In a word? Experience. We all have different life experiences which give us that unique perspective on our subjects. We all see life through our own lenses. We all speak our own language with all of its nuances, accents and inflections. These are what give a writer his voice.
In my own work, most of the time my main character will speak as I speak, will see the world pretty much as I see it, or sometimes as I want to see it. He will speak from a poor or middle class background because that is my background. He will often have some military experience because I gave ten years of my life to Uncle Sam and that is one of the filters that I view the world through. He will likely be a westerner either born or transplanted because I grew up in the west and have an understanding of it.
The topics and themes that a writer chooses will also contribute to his or her voice. Again, I draw heavily on my own experience. I grew up listening to my grandfather's tales of horses and cattle, of blizzards and sandstorms, snow capped peaks and blistering deserts.
Later, I spent two years in Yuma, and a summer south of Tucson. I've hiked the forests around Flagstaff and peered into the depths of the Grand Canyon. I've been to Yellowstone, Jackson Hole and Cody. I've crossed the Tetons and explored the Sierras. I've hiked alone on foot through Apache Pass and into Fort Bowie in mid-July. I've walked the streets of Tombstone and sipped a beer in the Crystal Palace. I've been to Cochise's Stronghold, high in the heavily forested Chiricahua Mountains, and to Geronimo's in the beautifully stark and boulder-strewn Dragoons. I love the land in all these locations and often incorporate it into my stories. You'll find many a western setting, or western people and their particular morals and mores. Its part of who I am and I let it flow freely in my writing.
I spent a couple of years riding the Southwest RCA rodeo circuit. I spent my free time hanging out with Stock Contractors, cowboys and buckle bunnies and enjoy writing about the characters and events I have seen. In my travels, I picked up a good deal of the language and that, too, comes through in my writing.
Finally, there is the meter and word choice in my scribblings which says as much about me as what I write.

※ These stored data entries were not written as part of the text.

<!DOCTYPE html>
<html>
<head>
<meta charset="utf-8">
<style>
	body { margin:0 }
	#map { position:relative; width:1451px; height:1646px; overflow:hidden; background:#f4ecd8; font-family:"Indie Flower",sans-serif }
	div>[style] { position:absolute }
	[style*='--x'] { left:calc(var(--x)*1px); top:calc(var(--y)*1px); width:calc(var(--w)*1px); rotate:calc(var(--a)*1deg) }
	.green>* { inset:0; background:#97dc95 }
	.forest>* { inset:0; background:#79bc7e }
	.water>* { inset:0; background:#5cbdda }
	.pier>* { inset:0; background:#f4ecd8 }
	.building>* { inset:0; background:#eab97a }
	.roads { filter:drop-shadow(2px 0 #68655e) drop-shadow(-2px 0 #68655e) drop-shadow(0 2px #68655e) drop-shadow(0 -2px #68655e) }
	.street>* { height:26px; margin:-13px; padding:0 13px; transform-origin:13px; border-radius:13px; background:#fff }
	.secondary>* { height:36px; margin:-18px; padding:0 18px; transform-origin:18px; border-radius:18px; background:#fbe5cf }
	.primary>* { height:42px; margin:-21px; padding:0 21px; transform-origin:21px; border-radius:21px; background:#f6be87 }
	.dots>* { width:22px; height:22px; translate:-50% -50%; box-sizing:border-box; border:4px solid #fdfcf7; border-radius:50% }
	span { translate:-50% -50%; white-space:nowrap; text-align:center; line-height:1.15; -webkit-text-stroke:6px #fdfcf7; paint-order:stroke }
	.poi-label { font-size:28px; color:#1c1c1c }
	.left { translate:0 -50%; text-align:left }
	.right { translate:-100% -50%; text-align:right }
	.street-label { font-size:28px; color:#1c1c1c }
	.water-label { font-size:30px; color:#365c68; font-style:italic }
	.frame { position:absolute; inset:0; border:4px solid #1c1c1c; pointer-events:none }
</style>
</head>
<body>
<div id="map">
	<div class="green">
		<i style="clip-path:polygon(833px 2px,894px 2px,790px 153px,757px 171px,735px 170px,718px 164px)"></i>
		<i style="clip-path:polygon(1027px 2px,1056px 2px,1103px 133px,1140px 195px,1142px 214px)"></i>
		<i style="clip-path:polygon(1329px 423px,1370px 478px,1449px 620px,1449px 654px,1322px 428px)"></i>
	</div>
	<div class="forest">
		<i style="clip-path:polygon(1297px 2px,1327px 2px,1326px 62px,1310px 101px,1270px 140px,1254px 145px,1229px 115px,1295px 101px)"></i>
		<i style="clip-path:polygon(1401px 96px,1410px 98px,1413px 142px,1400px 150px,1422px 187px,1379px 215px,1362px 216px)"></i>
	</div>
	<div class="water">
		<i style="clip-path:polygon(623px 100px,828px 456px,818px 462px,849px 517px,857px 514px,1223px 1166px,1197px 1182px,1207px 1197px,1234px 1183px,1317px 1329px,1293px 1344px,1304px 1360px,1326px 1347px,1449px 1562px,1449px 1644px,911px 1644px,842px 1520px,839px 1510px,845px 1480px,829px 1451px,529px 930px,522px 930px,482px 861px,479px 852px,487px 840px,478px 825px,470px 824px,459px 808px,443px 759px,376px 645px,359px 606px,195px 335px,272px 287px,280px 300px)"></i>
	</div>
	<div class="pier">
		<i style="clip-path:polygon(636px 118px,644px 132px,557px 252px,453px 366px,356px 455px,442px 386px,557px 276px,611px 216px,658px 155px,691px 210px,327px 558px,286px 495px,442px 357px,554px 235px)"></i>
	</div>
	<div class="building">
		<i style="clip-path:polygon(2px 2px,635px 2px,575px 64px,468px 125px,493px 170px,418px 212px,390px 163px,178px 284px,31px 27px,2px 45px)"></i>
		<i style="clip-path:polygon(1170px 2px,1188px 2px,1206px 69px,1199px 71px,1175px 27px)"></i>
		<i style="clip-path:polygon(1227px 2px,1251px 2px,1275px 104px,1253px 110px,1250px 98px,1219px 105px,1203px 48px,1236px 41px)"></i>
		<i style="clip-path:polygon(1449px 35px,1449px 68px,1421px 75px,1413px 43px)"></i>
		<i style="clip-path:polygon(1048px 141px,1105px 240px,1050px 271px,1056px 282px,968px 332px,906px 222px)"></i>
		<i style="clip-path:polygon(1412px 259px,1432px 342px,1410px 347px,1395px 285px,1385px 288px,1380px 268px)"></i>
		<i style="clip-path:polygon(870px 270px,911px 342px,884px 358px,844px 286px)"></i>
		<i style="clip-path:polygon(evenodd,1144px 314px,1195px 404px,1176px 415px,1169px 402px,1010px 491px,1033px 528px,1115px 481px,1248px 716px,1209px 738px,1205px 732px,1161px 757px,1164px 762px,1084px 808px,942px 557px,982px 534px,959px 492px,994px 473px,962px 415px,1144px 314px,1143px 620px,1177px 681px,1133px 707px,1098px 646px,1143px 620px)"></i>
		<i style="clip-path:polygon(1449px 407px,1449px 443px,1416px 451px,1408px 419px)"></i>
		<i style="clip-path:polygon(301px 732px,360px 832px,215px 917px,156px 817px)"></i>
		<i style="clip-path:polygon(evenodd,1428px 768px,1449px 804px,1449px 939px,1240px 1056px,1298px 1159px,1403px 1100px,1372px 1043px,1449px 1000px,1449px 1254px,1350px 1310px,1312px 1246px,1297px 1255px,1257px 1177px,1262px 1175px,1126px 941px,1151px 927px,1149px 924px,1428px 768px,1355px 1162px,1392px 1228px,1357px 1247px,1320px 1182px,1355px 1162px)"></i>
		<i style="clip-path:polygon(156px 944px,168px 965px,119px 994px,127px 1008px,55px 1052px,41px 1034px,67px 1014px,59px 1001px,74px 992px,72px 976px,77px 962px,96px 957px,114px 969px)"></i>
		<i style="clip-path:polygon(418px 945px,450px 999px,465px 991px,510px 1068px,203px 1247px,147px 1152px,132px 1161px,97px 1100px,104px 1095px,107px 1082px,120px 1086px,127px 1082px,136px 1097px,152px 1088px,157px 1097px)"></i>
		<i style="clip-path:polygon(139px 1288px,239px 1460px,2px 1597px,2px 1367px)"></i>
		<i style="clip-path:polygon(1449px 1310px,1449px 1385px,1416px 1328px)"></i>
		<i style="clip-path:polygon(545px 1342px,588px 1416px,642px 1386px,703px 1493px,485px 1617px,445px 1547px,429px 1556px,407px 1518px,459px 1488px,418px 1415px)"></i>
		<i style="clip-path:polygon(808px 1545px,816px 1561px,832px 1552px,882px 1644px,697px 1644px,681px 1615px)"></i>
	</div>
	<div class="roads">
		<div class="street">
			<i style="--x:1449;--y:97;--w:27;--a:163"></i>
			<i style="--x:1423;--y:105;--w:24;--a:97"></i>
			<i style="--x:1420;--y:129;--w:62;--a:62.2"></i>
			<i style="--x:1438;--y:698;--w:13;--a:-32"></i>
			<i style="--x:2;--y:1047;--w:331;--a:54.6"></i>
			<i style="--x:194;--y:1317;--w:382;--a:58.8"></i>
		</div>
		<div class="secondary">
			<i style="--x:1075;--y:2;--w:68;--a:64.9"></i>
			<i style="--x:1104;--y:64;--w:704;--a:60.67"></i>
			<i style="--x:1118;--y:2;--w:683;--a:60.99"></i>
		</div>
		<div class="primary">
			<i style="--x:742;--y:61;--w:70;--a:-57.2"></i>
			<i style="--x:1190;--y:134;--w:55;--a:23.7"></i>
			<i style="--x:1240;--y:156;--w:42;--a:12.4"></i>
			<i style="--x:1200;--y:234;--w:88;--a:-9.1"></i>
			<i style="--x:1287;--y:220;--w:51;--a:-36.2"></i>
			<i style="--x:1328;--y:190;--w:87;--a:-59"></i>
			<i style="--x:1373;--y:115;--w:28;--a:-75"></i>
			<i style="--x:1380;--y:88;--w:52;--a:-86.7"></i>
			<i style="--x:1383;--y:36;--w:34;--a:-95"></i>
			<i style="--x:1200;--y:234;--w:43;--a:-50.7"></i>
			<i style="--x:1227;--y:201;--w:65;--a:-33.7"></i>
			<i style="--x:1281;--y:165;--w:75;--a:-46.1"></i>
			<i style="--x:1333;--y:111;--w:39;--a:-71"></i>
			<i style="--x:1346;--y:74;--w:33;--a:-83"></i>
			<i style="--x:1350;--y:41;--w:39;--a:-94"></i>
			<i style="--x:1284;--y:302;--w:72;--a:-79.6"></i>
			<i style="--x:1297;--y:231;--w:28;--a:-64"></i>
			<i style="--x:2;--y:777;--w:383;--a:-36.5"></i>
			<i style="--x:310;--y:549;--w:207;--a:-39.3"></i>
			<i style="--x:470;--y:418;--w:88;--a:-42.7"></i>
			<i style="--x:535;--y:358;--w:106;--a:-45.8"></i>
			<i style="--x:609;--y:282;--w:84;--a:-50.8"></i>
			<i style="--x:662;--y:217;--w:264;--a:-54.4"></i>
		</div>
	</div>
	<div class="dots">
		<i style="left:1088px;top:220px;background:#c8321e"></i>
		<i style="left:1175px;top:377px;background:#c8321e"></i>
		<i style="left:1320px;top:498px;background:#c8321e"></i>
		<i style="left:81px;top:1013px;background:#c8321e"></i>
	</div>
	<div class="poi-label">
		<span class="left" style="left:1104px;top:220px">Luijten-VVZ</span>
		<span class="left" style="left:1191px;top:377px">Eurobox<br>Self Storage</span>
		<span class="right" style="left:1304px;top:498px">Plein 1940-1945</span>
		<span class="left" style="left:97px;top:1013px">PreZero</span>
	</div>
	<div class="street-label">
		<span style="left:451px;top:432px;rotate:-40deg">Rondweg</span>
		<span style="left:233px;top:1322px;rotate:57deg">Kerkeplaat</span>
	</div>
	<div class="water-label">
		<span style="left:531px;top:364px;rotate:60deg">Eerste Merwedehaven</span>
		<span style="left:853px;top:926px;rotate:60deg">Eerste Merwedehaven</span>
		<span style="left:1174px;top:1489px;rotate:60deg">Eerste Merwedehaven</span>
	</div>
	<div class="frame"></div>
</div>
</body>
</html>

I'm not one for flowery phrases and occult meanings. Like the cowboys and construction workers I grew up around, I tend to be direct and simple. This too, is a part of my voice. I'm thankful that this is a choice that I make. I can and have sat shoulder to shoulder with millionaires, politicians, captains of industry, Hollywood glitterati and even a duchess. I can hold my own in that society, but I'm much more comfortable with my buddies behind the bucking chutes and so that is how I speak in daily life and it comes through in my writing.